Klar, 25er Raids stocken nen bisschen aber auch Dala verkraftet er 


			Dieser Inhalt steht nur eingeloggten Mitgliedern zur Verfügung.
        

 


Ich such mal den link raus, dann kannste bei den "Innereien" gucken ^^ 

Edit:
So, ist zwar nicht genau meiner aber so in etwa 
http://h10010.www1.hp.com/wwpc/de/de/ho/WF25a/321957-321957-3329742-89318-89318-3944778.html


----------



## dustail (19. Januar 2010)

kriegst mittlerweile so billig das zeugs, 4gb ram, ne ati hd 3200 drinne usw... für 499 letzens in real gewesen hehe


----------



## Mungamau (19. Januar 2010)

Real... Das hält aber dann genaulange wie das Gemüse ^^


----------



## X-orzist (19. Januar 2010)

kingrool schrieb:


> Hallo
> könnt ihr mir ein Laptop emphehlen, wo WoW
> auch flüssig läuft, hab leider nich so die Ahnung davon.
> Der Preis sollte max. 500Euro sein.
> ...



ein Notebook für max 500 Euro und darauf dann WoW spielen.

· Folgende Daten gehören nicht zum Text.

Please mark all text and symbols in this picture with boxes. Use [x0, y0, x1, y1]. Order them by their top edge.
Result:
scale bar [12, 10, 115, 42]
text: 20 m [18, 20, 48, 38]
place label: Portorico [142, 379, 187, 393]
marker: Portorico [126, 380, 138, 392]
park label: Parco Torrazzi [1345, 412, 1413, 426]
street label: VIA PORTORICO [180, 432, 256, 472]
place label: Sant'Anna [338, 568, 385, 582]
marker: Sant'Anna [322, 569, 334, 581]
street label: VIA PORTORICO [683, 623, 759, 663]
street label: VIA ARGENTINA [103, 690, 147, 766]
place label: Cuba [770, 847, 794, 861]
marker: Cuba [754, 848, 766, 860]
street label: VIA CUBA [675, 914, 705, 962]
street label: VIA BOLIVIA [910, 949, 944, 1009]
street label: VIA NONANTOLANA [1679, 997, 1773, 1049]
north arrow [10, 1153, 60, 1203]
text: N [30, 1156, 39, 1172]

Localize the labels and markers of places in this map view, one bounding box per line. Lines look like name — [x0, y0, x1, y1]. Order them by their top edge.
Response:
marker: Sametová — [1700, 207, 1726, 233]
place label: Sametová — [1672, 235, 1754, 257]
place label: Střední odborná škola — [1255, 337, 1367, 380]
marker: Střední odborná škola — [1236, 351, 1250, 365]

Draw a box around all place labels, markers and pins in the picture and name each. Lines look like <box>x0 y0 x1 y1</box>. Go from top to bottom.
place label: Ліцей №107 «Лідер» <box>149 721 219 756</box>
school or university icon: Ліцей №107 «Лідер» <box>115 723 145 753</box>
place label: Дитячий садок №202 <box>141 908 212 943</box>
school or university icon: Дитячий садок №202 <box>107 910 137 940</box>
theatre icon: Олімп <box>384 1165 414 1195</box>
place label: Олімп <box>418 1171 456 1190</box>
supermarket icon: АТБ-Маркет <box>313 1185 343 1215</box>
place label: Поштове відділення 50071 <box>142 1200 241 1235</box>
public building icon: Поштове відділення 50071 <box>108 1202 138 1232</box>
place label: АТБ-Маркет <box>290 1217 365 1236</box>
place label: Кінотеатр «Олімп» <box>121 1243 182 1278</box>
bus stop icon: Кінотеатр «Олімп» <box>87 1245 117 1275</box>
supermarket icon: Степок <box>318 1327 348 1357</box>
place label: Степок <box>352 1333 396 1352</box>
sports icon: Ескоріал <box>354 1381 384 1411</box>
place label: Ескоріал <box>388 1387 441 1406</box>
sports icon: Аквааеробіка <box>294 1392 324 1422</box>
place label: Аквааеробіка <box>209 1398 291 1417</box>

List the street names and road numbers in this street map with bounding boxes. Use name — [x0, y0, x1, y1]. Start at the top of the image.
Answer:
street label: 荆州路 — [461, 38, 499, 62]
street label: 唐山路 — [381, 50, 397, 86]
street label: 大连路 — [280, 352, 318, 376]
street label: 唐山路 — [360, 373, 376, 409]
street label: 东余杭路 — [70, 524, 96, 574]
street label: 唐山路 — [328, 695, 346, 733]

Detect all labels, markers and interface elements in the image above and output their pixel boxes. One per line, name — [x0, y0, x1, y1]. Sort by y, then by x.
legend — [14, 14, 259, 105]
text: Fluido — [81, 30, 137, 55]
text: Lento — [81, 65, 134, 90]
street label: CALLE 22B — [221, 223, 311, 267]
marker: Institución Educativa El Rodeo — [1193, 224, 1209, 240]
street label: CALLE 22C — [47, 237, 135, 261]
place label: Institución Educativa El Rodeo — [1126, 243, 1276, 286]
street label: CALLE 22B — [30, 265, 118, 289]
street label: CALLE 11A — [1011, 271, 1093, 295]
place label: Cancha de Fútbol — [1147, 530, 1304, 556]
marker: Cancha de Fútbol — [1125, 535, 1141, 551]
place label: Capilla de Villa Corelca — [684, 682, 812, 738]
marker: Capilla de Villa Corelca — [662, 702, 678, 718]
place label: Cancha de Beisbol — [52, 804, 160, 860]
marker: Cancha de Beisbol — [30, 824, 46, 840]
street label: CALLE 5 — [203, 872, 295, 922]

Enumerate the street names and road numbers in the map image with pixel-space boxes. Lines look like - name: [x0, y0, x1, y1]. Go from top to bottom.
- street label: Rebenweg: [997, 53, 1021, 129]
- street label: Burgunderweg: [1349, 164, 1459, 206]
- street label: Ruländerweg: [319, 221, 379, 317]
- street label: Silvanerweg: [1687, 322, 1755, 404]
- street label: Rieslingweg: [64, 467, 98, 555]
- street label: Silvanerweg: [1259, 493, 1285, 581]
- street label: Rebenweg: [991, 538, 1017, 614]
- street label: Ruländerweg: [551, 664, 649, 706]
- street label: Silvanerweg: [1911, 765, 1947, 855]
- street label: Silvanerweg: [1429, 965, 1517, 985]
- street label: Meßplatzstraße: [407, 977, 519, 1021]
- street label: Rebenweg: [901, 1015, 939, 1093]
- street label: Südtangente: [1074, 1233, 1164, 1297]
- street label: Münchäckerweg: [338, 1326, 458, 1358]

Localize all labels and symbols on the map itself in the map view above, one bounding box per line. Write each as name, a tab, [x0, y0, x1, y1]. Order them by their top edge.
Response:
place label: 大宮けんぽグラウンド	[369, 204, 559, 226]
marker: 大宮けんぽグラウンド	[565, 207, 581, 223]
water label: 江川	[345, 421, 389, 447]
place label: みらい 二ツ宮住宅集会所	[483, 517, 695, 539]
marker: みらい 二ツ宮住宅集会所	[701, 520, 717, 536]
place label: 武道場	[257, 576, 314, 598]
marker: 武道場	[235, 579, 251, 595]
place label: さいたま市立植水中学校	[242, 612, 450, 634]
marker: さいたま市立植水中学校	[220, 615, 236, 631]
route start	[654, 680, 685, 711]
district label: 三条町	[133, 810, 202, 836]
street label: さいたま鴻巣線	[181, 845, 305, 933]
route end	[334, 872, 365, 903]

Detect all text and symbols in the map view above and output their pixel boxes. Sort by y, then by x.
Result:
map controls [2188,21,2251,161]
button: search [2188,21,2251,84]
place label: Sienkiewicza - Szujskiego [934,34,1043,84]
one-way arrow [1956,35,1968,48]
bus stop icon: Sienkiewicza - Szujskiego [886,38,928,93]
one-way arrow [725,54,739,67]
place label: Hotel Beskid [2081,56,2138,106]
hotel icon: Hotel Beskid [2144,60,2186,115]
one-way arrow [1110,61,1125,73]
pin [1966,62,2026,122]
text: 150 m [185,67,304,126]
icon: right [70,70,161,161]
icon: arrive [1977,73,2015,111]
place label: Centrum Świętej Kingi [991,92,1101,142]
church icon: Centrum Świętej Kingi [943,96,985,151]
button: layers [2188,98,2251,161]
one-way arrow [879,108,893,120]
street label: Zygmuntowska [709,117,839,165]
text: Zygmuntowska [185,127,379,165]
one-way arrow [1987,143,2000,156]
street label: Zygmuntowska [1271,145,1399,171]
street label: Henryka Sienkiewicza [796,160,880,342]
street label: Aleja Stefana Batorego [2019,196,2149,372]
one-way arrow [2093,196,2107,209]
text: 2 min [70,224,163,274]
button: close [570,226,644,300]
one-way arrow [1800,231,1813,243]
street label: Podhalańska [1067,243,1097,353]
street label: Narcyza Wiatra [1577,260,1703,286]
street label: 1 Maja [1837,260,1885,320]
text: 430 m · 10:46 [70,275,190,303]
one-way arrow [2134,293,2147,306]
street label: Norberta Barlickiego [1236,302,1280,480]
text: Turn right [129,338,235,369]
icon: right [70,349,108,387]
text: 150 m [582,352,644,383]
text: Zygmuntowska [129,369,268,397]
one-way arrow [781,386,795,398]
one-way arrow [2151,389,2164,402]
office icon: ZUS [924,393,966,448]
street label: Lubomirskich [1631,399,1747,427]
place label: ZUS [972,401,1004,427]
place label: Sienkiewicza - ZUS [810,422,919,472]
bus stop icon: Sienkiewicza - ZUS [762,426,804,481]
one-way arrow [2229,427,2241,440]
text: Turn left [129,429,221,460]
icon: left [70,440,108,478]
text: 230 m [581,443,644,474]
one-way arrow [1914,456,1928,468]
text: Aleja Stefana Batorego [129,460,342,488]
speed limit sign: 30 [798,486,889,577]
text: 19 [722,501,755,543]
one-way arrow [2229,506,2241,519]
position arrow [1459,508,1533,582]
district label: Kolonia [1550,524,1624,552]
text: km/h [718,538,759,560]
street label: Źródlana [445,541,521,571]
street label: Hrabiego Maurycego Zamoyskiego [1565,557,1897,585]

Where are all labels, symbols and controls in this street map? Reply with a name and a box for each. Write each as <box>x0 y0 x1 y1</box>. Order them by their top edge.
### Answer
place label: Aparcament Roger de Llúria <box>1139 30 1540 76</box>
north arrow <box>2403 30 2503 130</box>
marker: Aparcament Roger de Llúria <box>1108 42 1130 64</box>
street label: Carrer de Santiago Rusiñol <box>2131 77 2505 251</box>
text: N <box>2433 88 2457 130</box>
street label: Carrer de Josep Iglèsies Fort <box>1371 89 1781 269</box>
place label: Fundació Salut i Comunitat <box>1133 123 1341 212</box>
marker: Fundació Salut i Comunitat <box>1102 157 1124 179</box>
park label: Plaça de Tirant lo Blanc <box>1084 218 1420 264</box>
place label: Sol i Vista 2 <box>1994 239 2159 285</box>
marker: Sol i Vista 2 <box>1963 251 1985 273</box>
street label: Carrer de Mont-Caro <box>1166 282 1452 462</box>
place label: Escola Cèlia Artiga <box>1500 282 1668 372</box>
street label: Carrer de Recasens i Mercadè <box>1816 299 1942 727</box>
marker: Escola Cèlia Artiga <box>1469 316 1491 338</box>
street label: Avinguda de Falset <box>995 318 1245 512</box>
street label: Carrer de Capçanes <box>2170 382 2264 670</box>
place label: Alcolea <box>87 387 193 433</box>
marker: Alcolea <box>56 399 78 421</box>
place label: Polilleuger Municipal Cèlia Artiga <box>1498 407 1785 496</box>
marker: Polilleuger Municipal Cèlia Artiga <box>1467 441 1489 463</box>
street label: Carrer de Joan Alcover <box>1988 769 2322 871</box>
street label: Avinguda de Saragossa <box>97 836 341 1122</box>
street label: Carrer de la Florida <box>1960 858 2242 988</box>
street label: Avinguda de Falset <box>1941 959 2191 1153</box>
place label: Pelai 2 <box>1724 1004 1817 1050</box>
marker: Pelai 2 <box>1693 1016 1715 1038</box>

Raten würde ich dir dazu nicht - denn in 25iger Raid´s wirst du da nicht sehr viel freude haben. Denn eines haben diesen Notebooks alle gemeinsam, eine verbaute Graphikkarte die man gewiss nicht als spieletauglich bezeichnen darf.


----------



## Bellthane (19. Januar 2010)

Ich hab für meinen Laptop 700 Euro bezahlt und da läuft Wow auf Ultra fast überall flüssig. Außer bei Ony spackt der Rechner ein bisschen rum, liegt wohl an den vielen AE-Effekten. Würde dir da glatt notebooksbilliger.de empfehlen. Gute Notebooks kriegst du wirklich nirgends billiger.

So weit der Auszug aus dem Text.